KalVista's aim is to develop novel, small molecule plasma kallikrein inhibitors, which KalVista acquired from Vantia Therapeutics, along with all relevant intellectual property. The company's pipeline is targeted towards intravitreal injection and oral administration routes.
Currently, treatment for DME consists of vascular endothelial growth factor (VEGF) inhibitors. In normal amounts, the protein VEGF prompts angiogenesis, or the growth of new blood vessels. When it is overexpressed, however, it can lead to vascular disease in the retina as well as metastasis of tumors as they take advantage of increased blood supply. While intravitreal VEGF inhibitors are undoubtedly effective in minimizing macular edema and increasing visual acuity, not all DME patients respond fully to this avenue of treatment.
"Diabetic macular edema remains one of the major challenges in ophthalmology, and is a leading cause of visual loss in the developed world," Dr. Lloyd Paul Aiello, Director of Joslin's Beetham Eye Institute and co-founder of KalVista, said in a press release. "While new advances such as VEGF inhibitors are a breakthrough in treatment, current evidence demonstrates that a substantial number of patients with DME do not respond fully. I believe KalVista's approach, targeting a novel non-VEGF pathway, could represent a further important step in treating this condition."
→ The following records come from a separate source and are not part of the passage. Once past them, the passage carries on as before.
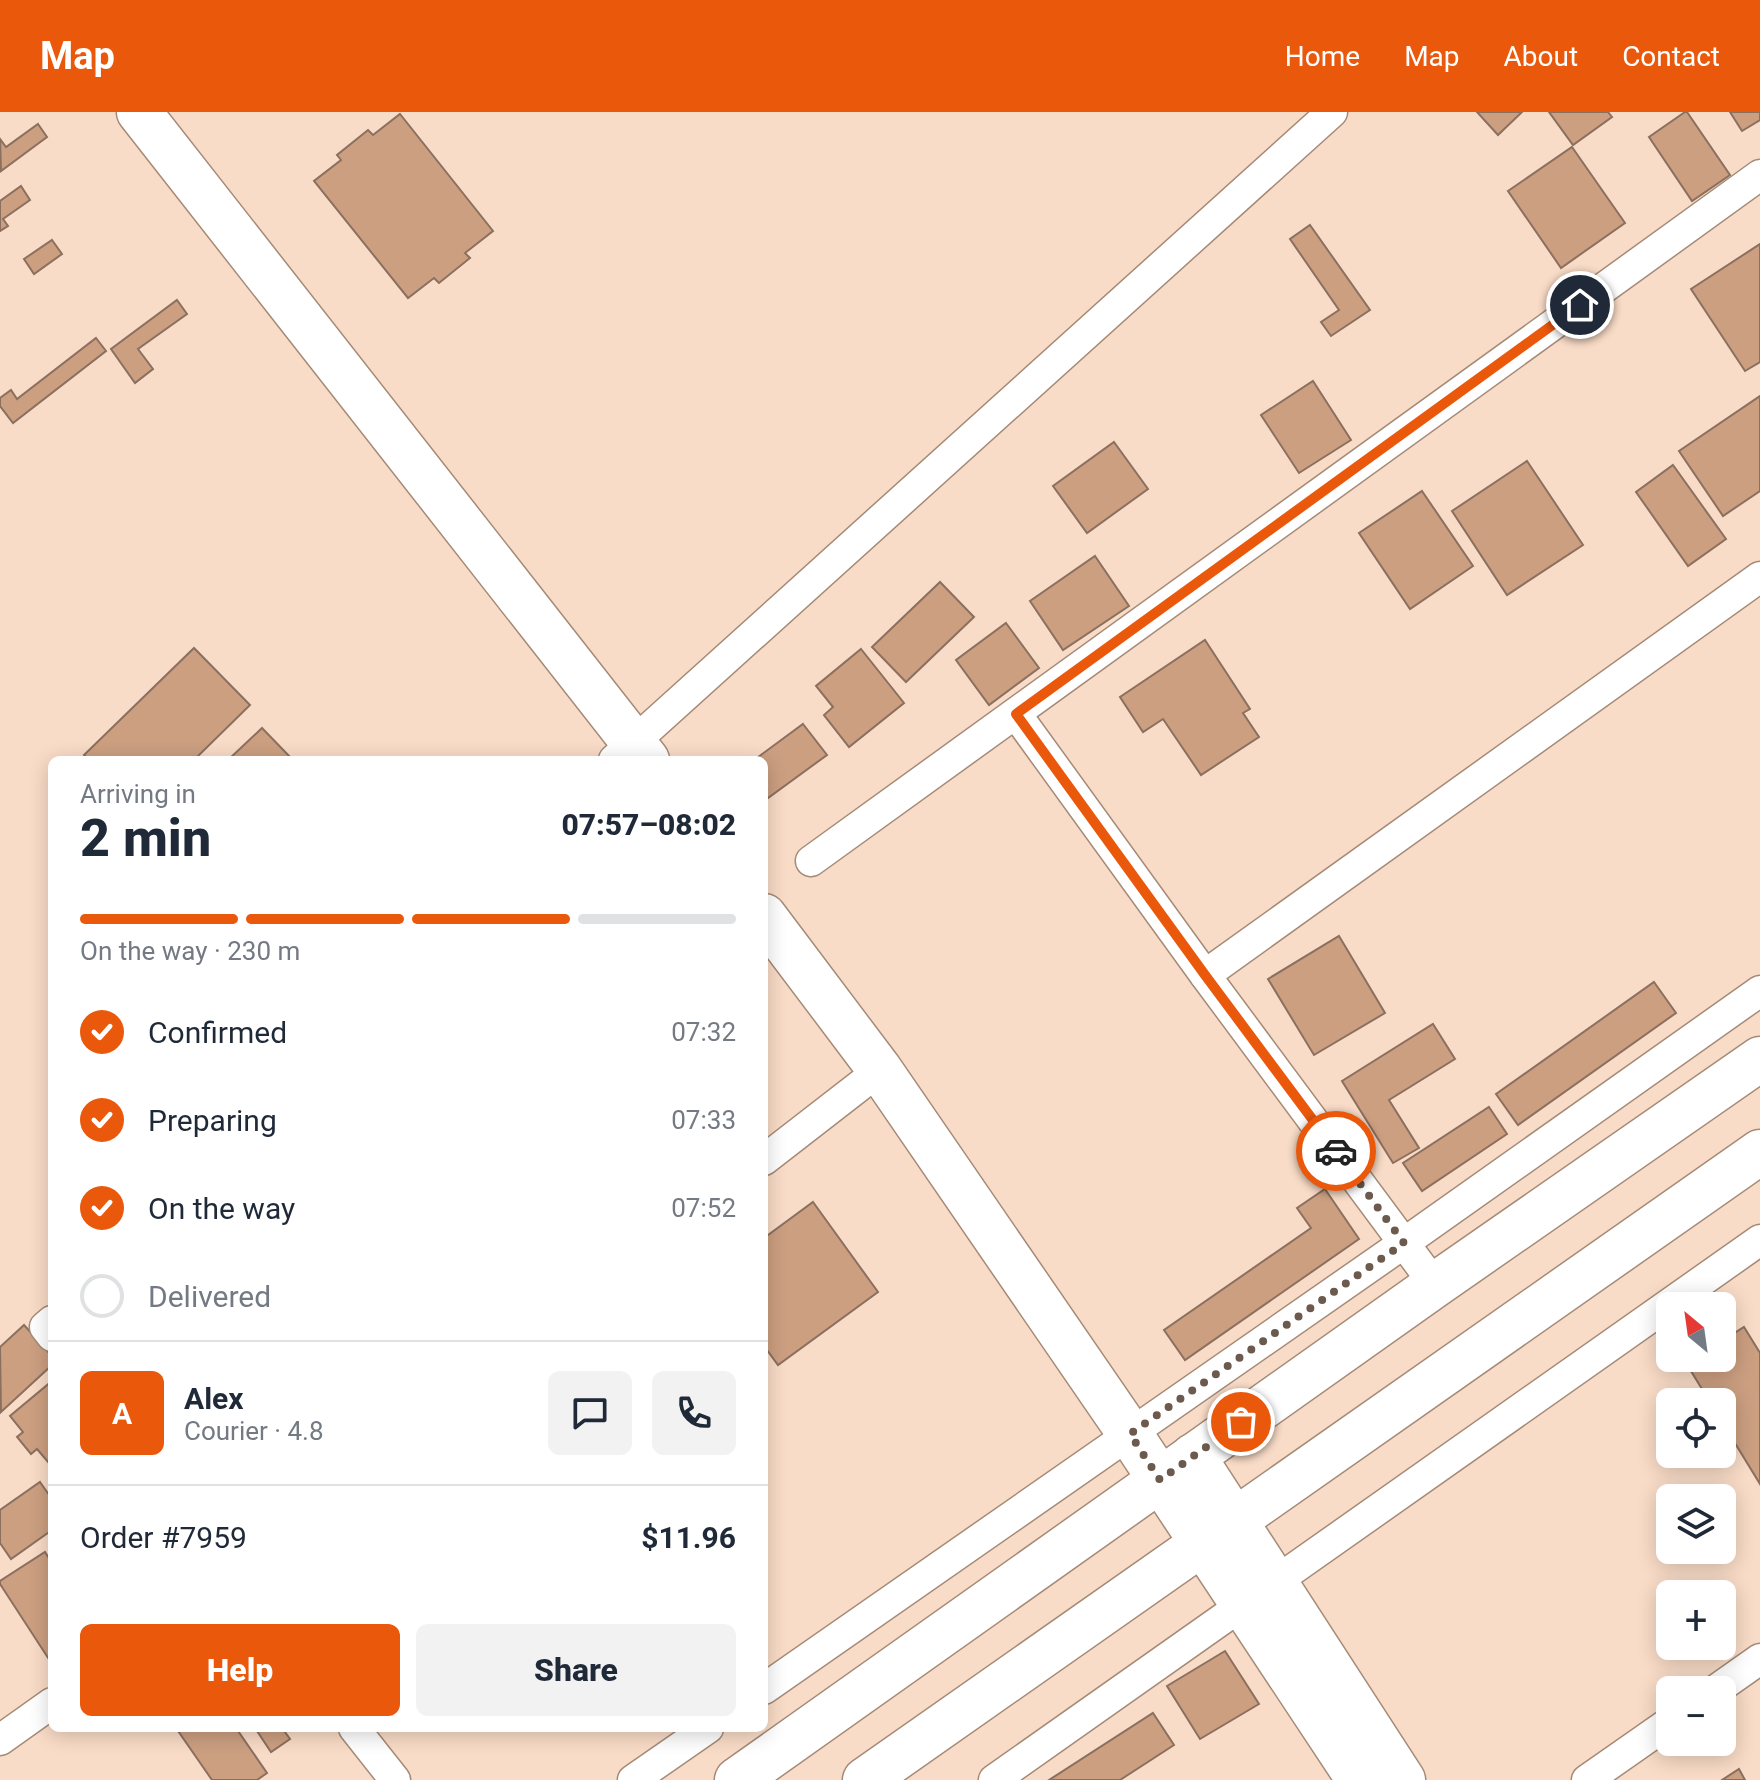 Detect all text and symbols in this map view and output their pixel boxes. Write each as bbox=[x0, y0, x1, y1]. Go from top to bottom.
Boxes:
text: Map bbox=[40, 34, 115, 78]
text: Home bbox=[1285, 40, 1360, 73]
text: Map bbox=[1404, 40, 1460, 73]
text: About bbox=[1504, 40, 1578, 73]
text: Contact bbox=[1622, 40, 1720, 73]
pin bbox=[1546, 271, 1614, 339]
icon: home bbox=[1558, 283, 1602, 327]
text: Arriving in bbox=[80, 779, 196, 809]
text: 07:57–08:02 bbox=[561, 807, 736, 842]
text: 2 min bbox=[80, 808, 211, 869]
text: On the way · 230 m bbox=[80, 936, 300, 966]
icon: check bbox=[80, 1010, 124, 1054]
text: Confirmed bbox=[148, 1015, 287, 1050]
text: 07:32 bbox=[671, 1017, 736, 1047]
icon: check bbox=[80, 1098, 124, 1142]
text: Preparing bbox=[148, 1103, 277, 1138]
text: 07:33 bbox=[671, 1105, 736, 1135]
courier bbox=[1296, 1111, 1376, 1191]
icon: car bbox=[1314, 1129, 1358, 1173]
icon: check bbox=[80, 1186, 124, 1230]
text: On the way bbox=[148, 1191, 295, 1226]
text: 07:52 bbox=[671, 1193, 736, 1223]
text: Delivered bbox=[148, 1279, 271, 1314]
north arrow bbox=[1656, 1292, 1736, 1372]
map controls bbox=[1656, 1292, 1736, 1756]
button: chat bbox=[548, 1371, 632, 1455]
button: phone bbox=[652, 1371, 736, 1455]
text: Alex bbox=[184, 1381, 244, 1416]
pin bbox=[1207, 1388, 1275, 1456]
button: locate bbox=[1656, 1388, 1736, 1468]
text: A bbox=[112, 1396, 132, 1431]
icon: bag bbox=[1219, 1400, 1263, 1444]
text: Courier · 4.8 bbox=[184, 1416, 324, 1446]
button: layers bbox=[1656, 1484, 1736, 1564]
text: Order #7959 bbox=[80, 1520, 247, 1555]
text: $11.96 bbox=[641, 1520, 736, 1555]
button: + bbox=[1656, 1580, 1736, 1660]
button: Help bbox=[80, 1624, 400, 1716]
button: Share bbox=[416, 1624, 736, 1716]
button: − bbox=[1656, 1676, 1736, 1756]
Plasma kallikrein inhibitors represent a new method of treatment for DME. Plasma kallikrein is a circulating serine protease, one with an attractive amount of potential given the central role it is believed to play in the pathogenesis of DME within diseased retinas. On the company's website, KalVista notes that plasma kallikrein "is thought to be central to the pathological processes taking place within the diseased retina – inflammation, increased retinal vascular permeability and consequent edema, angiogenesis and hemorrhage – and is not essential for normal function or survival." By not being pivotal in any normal functions, plasma kallikrein is an ideal target since blocking or suppressing it will not affect other processes.
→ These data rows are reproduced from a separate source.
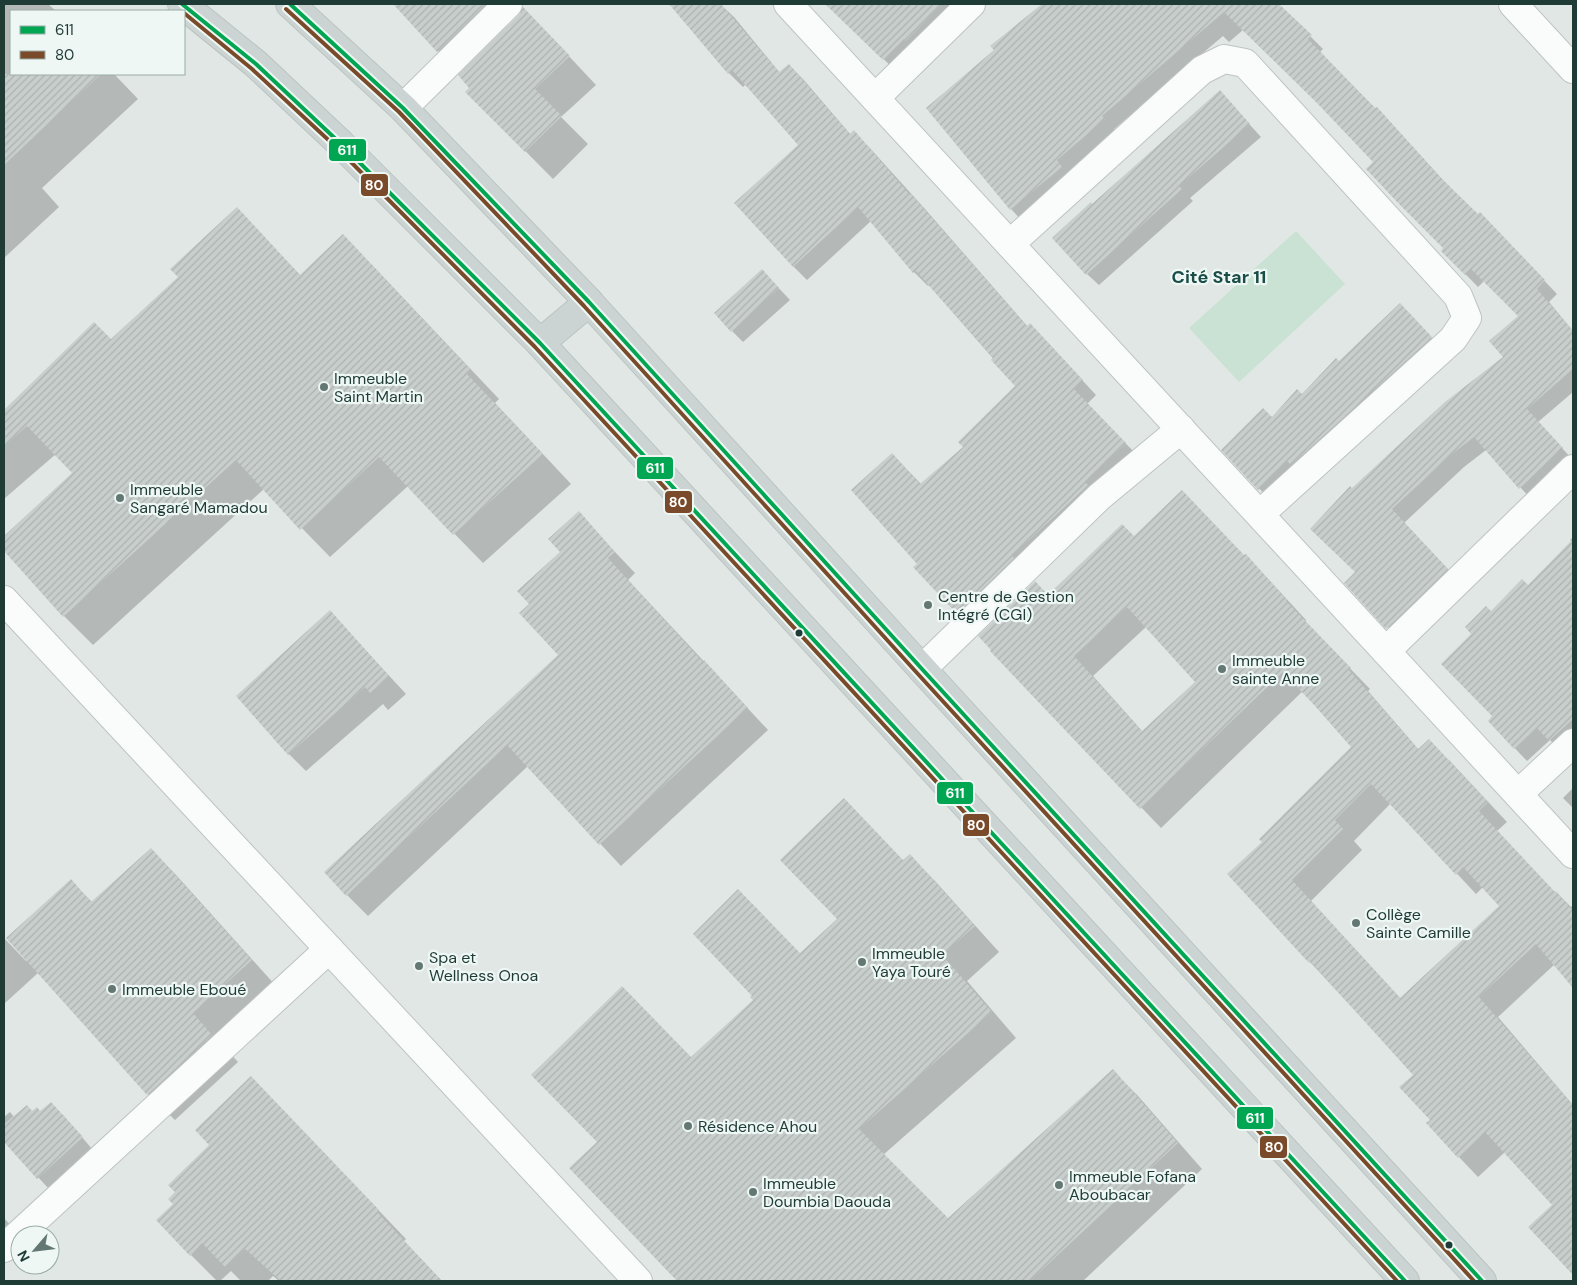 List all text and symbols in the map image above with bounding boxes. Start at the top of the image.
legend [10,10,185,75]
text: 611 [55,20,74,40]
text: 80 [55,45,74,65]
line badge: 611 [328,138,367,162]
text: 611 [337,141,357,159]
line badge: 80 [360,173,389,197]
text: 80 [365,176,384,194]
district label: Cité Star 11 [1172,265,1266,289]
place label: Immeuble Saint Martin [334,368,423,407]
marker: Immeuble Saint Martin [318,381,330,393]
line badge: 611 [636,456,674,480]
text: 611 [645,459,665,477]
place label: Immeuble Sangaré Mamadou [130,479,268,518]
line badge: 80 [664,490,693,514]
marker: Immeuble Sangaré Mamadou [114,492,126,504]
text: 80 [669,493,688,511]
place label: Centre de Gestion Intégré (CGI) [938,586,1074,625]
marker: Centre de Gestion Intégré (CGI) [922,599,934,611]
unlabelled marker [794,628,804,638]
place label: Immeuble sainte Anne [1232,650,1319,689]
marker: Immeuble sainte Anne [1216,663,1228,675]
line badge: 611 [936,781,974,805]
text: 611 [945,784,965,802]
line badge: 80 [962,813,990,837]
text: 80 [967,816,986,834]
place label: Collège Sainte Camille [1366,904,1471,943]
marker: Collège Sainte Camille [1350,917,1362,929]
place label: Immeuble Yaya Touré [872,943,951,982]
place label: Spa et Wellness Onoa [429,947,538,986]
marker: Immeuble Yaya Touré [856,956,868,968]
marker: Spa et Wellness Onoa [413,960,425,972]
place label: Immeuble Eboué [122,979,246,1000]
marker: Immeuble Eboué [106,983,118,995]
line badge: 611 [1236,1106,1274,1130]
text: 611 [1245,1109,1265,1127]
place label: Résidence Ahou [698,1116,817,1137]
marker: Résidence Ahou [682,1120,694,1132]
line badge: 80 [1259,1135,1288,1159]
text: 80 [1265,1138,1284,1156]
place label: Immeuble Fofana Aboubacar [1069,1166,1196,1205]
place label: Immeuble Doumbia Daouda [763,1173,891,1212]
marker: Immeuble Fofana Aboubacar [1053,1179,1065,1191]
marker: Immeuble Doumbia Daouda [747,1186,759,1198]
north arrow [10,1225,60,1275]
unlabelled marker [1444,1240,1454,1250]
text: N [13,1247,34,1265]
"The exciting discoveries regarding plasma kallikrein inhibition and its potential as a new approach to treating DME have created a significant opportunity," said Graham Boulnois of SV Life Sciences and Chairman of KalVista's board of directors, in a press release. "We believe that in KalVista we have put in place all the necessary scientific, clinical and drug discovery and development expertise, and sufficient funding, to capitalize on this opportunity and create a highly differentiated and valuable company."
KalVista's Board of directors will include Boulnois as Chairman, Martin Edwards of Novo A/S as Non-executive Director and Crockett as CEO.